[Stored items]
%%
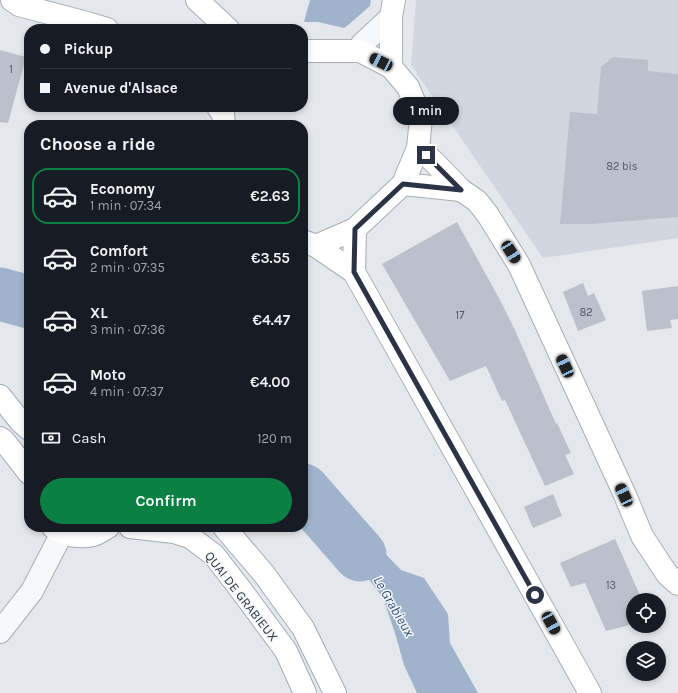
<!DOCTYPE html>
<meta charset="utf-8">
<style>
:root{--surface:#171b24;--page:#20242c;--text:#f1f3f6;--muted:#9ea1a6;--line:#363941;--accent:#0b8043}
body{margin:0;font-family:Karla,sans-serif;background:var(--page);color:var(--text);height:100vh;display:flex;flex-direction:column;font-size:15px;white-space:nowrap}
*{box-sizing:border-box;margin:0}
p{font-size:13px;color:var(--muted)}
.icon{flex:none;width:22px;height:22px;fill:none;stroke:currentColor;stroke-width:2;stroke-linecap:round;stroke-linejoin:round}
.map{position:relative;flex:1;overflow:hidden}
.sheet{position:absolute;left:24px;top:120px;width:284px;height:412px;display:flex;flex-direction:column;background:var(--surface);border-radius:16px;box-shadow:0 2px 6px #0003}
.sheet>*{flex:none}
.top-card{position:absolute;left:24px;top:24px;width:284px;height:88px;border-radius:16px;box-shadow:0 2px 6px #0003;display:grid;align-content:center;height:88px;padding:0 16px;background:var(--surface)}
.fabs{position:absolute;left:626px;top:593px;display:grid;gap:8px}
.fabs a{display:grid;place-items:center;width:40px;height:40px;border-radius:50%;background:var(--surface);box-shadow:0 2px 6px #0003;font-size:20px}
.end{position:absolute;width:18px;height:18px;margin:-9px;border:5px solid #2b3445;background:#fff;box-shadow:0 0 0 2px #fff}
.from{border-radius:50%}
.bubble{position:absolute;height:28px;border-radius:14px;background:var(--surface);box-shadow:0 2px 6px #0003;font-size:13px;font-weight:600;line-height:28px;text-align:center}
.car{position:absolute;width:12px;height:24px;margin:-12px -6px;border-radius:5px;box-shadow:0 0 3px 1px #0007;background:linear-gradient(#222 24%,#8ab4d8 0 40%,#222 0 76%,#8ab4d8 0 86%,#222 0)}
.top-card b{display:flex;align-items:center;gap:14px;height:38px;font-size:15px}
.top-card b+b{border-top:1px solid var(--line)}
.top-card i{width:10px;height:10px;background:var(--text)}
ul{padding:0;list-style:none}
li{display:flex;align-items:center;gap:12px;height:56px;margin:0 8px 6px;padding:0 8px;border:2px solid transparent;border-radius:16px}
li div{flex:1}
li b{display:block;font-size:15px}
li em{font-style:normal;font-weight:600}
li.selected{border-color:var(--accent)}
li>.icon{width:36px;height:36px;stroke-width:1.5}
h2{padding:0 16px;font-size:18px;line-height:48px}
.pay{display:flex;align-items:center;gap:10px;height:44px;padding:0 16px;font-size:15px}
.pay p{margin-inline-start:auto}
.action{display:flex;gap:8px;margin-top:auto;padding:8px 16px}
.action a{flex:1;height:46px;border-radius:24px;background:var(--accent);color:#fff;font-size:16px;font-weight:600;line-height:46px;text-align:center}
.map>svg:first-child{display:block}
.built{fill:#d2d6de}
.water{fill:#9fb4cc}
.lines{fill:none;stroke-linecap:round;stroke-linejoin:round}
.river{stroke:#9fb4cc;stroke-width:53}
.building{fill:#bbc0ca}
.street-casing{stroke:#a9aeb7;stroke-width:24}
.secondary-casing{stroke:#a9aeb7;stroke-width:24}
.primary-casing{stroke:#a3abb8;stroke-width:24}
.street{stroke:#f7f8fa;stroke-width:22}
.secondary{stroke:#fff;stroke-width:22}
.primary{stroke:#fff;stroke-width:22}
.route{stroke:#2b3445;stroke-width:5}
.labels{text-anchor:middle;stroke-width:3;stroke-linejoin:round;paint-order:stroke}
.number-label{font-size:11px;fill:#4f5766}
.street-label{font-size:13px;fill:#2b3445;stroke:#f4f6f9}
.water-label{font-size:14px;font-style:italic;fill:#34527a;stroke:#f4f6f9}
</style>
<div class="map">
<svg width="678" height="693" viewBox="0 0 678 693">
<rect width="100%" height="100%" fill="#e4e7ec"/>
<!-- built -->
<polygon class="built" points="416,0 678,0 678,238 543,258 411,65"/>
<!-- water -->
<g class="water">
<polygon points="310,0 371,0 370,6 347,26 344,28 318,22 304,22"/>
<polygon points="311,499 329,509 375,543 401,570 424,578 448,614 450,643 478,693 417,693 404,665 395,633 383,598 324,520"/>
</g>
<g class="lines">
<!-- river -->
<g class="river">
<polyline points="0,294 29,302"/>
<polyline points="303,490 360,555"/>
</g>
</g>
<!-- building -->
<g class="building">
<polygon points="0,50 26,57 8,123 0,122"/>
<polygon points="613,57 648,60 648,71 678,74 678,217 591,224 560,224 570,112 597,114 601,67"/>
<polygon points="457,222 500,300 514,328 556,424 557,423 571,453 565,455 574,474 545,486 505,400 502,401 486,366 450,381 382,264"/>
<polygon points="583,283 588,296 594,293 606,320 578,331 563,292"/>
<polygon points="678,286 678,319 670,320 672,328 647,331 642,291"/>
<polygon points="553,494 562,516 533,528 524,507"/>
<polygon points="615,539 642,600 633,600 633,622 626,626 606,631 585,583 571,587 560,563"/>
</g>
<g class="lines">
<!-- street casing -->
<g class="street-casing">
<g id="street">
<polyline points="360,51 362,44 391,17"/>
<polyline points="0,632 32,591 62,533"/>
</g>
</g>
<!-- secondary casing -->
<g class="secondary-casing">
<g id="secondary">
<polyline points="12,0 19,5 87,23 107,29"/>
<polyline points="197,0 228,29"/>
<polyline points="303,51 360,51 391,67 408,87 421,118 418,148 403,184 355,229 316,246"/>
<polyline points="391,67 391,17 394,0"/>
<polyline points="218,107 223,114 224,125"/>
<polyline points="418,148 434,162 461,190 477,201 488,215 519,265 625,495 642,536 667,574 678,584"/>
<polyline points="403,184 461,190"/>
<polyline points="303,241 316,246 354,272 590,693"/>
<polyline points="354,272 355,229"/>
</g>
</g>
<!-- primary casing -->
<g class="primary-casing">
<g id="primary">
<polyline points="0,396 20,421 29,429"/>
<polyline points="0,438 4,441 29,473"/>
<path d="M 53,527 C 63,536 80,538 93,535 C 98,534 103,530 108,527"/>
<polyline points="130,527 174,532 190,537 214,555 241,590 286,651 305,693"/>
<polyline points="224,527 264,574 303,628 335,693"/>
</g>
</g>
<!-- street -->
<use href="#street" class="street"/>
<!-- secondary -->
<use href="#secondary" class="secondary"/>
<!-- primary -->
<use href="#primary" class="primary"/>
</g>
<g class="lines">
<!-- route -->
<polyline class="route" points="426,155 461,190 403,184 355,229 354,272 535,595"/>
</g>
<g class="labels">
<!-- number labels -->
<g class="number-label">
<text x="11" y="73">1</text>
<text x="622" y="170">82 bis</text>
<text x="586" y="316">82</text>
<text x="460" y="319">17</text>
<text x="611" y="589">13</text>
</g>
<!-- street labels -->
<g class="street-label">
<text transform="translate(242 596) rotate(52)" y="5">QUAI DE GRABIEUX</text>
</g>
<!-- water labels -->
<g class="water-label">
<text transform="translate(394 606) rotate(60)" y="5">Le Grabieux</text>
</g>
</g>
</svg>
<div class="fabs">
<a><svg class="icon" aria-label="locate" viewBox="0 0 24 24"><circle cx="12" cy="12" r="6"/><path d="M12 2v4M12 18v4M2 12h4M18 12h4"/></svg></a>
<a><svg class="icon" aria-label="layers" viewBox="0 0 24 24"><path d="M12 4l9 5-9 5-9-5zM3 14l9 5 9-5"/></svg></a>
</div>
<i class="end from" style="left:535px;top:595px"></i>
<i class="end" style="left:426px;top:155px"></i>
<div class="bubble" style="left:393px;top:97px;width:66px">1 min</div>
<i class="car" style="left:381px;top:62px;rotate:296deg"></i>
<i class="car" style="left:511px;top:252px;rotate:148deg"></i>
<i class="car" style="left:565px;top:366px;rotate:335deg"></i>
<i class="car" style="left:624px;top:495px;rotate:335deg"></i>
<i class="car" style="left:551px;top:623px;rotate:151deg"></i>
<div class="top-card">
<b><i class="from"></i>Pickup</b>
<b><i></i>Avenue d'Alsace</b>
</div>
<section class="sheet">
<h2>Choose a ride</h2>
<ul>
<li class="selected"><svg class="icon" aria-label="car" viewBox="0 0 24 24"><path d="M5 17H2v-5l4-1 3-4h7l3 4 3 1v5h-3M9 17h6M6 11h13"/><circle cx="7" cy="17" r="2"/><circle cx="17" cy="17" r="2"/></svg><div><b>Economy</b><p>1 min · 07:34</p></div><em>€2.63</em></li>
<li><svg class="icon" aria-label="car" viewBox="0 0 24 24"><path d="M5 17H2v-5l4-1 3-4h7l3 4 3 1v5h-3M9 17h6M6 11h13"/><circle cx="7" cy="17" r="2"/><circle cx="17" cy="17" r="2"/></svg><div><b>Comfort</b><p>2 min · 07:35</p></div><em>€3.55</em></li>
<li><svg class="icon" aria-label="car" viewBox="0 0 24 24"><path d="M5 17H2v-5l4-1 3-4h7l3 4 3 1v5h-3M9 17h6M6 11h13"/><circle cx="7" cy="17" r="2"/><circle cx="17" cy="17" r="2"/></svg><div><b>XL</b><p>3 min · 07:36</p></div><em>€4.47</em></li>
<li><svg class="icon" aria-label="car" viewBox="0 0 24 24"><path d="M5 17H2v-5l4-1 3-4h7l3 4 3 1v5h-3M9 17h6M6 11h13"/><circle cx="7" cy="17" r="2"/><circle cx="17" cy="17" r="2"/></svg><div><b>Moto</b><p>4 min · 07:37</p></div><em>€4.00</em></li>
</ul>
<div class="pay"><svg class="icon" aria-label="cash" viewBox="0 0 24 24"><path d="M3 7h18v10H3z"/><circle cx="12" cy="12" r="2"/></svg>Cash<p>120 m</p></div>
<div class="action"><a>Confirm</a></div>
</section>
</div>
%%
> WORK INSTRUCTION:
In how many lines of the records does the word "position" appear? Give the number alone.

> TASK RESPONSE:
7